Obtención en Tiempo Real de Datos Informáticos
Uno de los aspectos clave del convenio es la capacidad de las autoridades para obtener información en tiempo real sobre actividades sospechosas en la red. En este sentido, el Artículo 20 establece que cada país debe adoptar medidas legislativas para permitir que sus autoridades competentes obtengan y graben datos de tráfico en tiempo real, con la cooperación de los proveedores de servicios de internet. Esto implica que las empresas de telecomunicaciones pueden verse obligadas a proporcionar asistencia a las autoridades en la vigilancia de comunicaciones específicas.
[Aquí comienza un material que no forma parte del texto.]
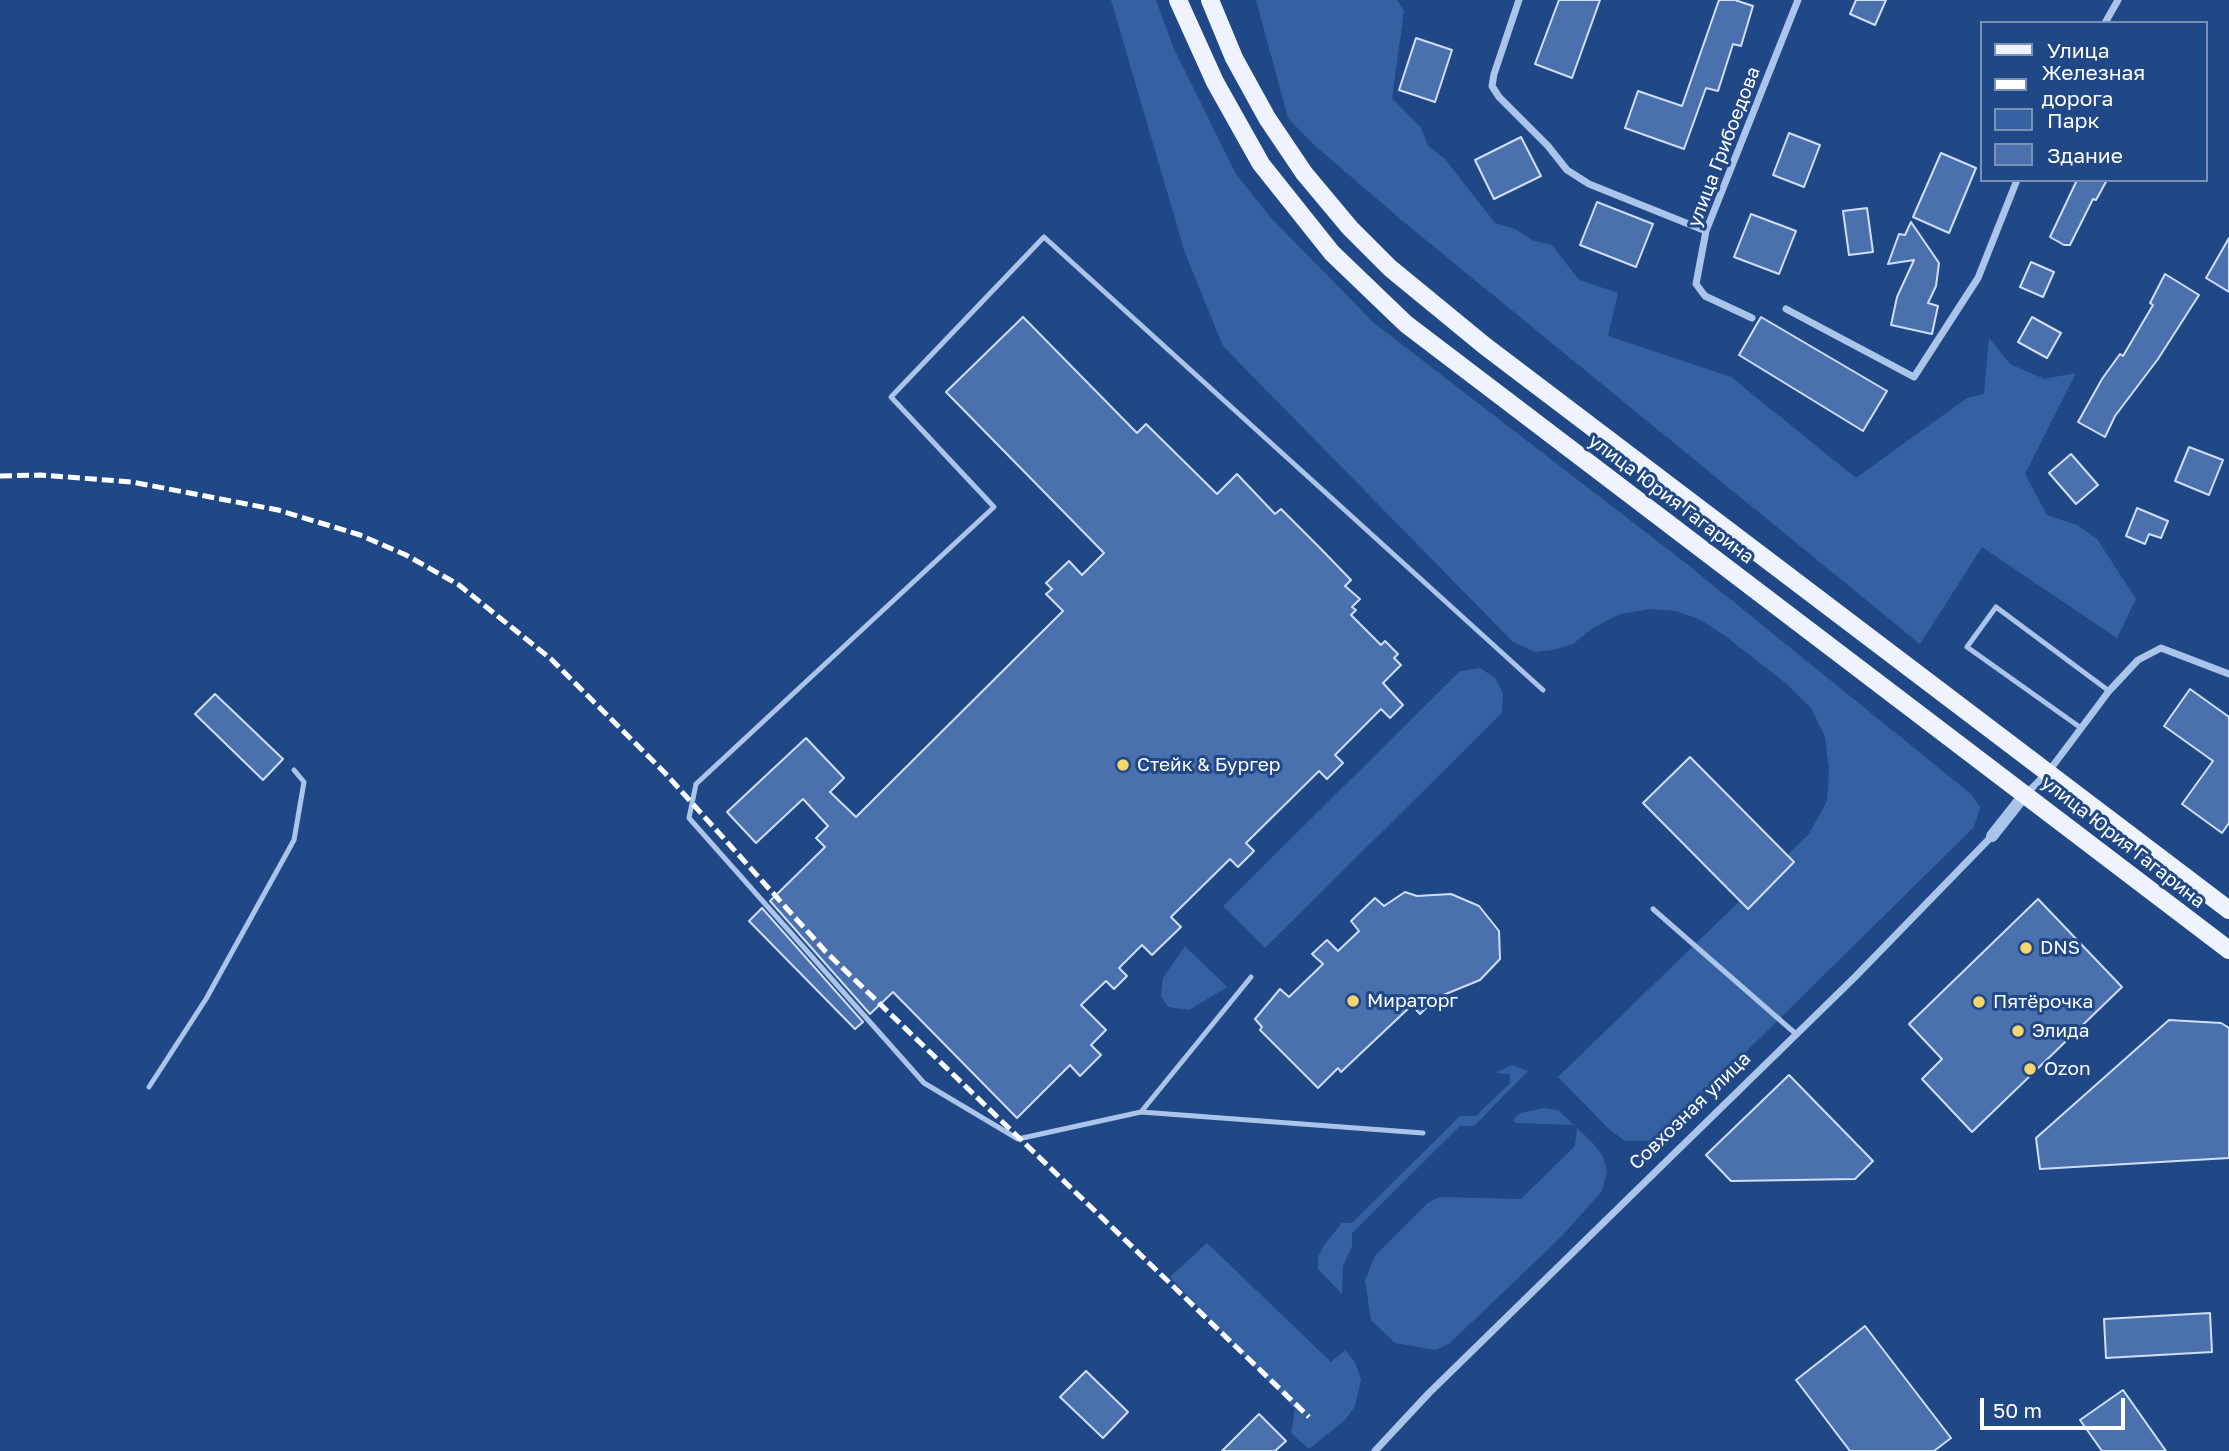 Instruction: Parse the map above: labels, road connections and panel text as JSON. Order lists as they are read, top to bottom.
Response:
{
  "streets": {
    "main road": ["улица Юрия Гагарина"],
    "street": ["улица Грибоедова", "Совхозная улица"]
  },
  "crossings": [
    ["улица Юрия Гагарина", "Совхозная улица"]
  ],
  "places": [
    "Стейк & Бургер",
    "DNS",
    "Мираторг",
    "Пятёрочка",
    "Элида",
    "Ozon"
  ],
  "legend": [
    "Улица",
    "Железная дорога",
    "Парк",
    "Здание"
  ],
  "scale_bar": "50 m"
}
Por otro lado, el Artículo 21 amplía estas disposiciones al contenido de las comunicaciones, permitiendo la interceptación en tiempo real de datos sobre delitos graves. Esto refuerza la capacidad de los Estados para actuar contra amenazas como el terrorismo, el fraude cibernético y la explotación infantil en línea.
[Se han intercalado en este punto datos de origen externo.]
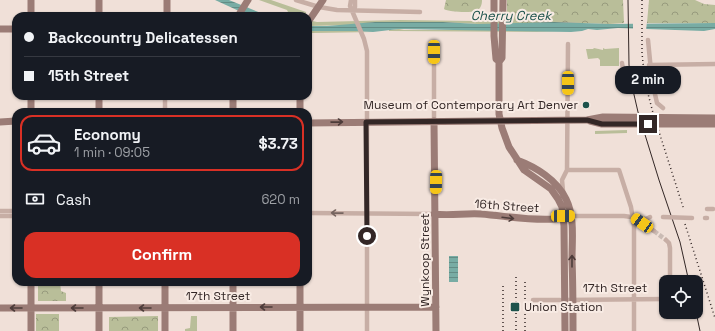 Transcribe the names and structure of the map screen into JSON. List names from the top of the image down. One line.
{"streets":{"street":["16th Street","Wynkoop Street","17th Street"]},"crossings":[["16th Street","Wynkoop Street"],["Wynkoop Street","17th Street"]],"one_way":["16th Street","17th Street"],"water":["Cherry Creek"],"places":{"other":["Museum of Contemporary Art Denver"],"transit":["Union Station"]},"page":{"banner":["Backcountry Delicatessen","15th Street"],"bubble":"2 min","list":[{"name":"Economy","note":"1 min · 09:05","value":"$3.73"}],"pay":["Cash","620 m"],"buttons":"Confirm"}}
Jurisdicción y Competencia en Delitos Cibernéticos
El Artículo 22 define las condiciones bajo las cuales un país puede ejercer su jurisdicción sobre los delitos previstos en el convenio. Se establece que un Estado puede procesar estos delitos si se cometieron en su territorio, a bordo de buques o aeronaves registrados en su país, o si el infractor es ciudadano de dicho Estado. Esta disposición es fundamental para abordar la naturaleza global de los delitos cibernéticos, donde un hacker en un país puede atacar sistemas en otra nación.
Cooperación Internacional y Extradición
Dado que la ciberdelincuencia no respeta fronteras, el Convenio de Budapest enfatiza la cooperación internacional. El Artículo 23 exige que los países firmantes colaboren en la investigación y persecución de delitos informáticos, utilizando acuerdos existentes en materia penal. Además, el Artículo 24 establece los principios de extradición para garantizar que los delincuentes no puedan evadir la justicia simplemente trasladándose a otro país.
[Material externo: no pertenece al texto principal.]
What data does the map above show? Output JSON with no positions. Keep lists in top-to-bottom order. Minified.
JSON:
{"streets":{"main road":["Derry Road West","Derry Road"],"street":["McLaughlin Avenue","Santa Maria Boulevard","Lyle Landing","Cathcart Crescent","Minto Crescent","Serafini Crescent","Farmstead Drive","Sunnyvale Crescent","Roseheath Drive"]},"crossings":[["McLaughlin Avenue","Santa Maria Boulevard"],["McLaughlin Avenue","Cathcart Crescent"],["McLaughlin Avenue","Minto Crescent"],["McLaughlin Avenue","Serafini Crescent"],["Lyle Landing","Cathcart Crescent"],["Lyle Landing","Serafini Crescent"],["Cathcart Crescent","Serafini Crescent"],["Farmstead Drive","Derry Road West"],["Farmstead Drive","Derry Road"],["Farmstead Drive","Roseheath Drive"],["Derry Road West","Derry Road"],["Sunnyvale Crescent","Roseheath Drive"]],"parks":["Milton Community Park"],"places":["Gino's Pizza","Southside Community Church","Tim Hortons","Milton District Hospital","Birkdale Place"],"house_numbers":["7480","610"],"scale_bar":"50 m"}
Cabe destacar que algunos países, como Costa Rica, han interpretado que no se aplicará la extradición de ciudadanos costarricenses que se encuentren en su territorio, lo que puede generar desafíos en la aplicación efectiva del convenio.
Asistencia Mutua y el Futuro de la Lucha contra la Ciberdelincuencia
El Artículo 25 introduce el concepto de asistencia mutua entre los Estados para obtener pruebas digitales y agilizar las investigaciones sobre delitos informáticos. En la era digital, donde la evidencia de un delito puede encontrarse en servidores ubicados en distintos países, esta cooperación es esencial para la justicia.
El Convenio de Budapest sigue siendo un pilar fundamental en la lucha contra la ciberdelincuencia, pero los avances tecnológicos plantean nuevos desafíos que requieren la actualización y adaptación de los marcos legales. La adhesión de más países y la implementación efectiva de sus disposiciones serán clave para garantizar un entorno digital más seguro para todos.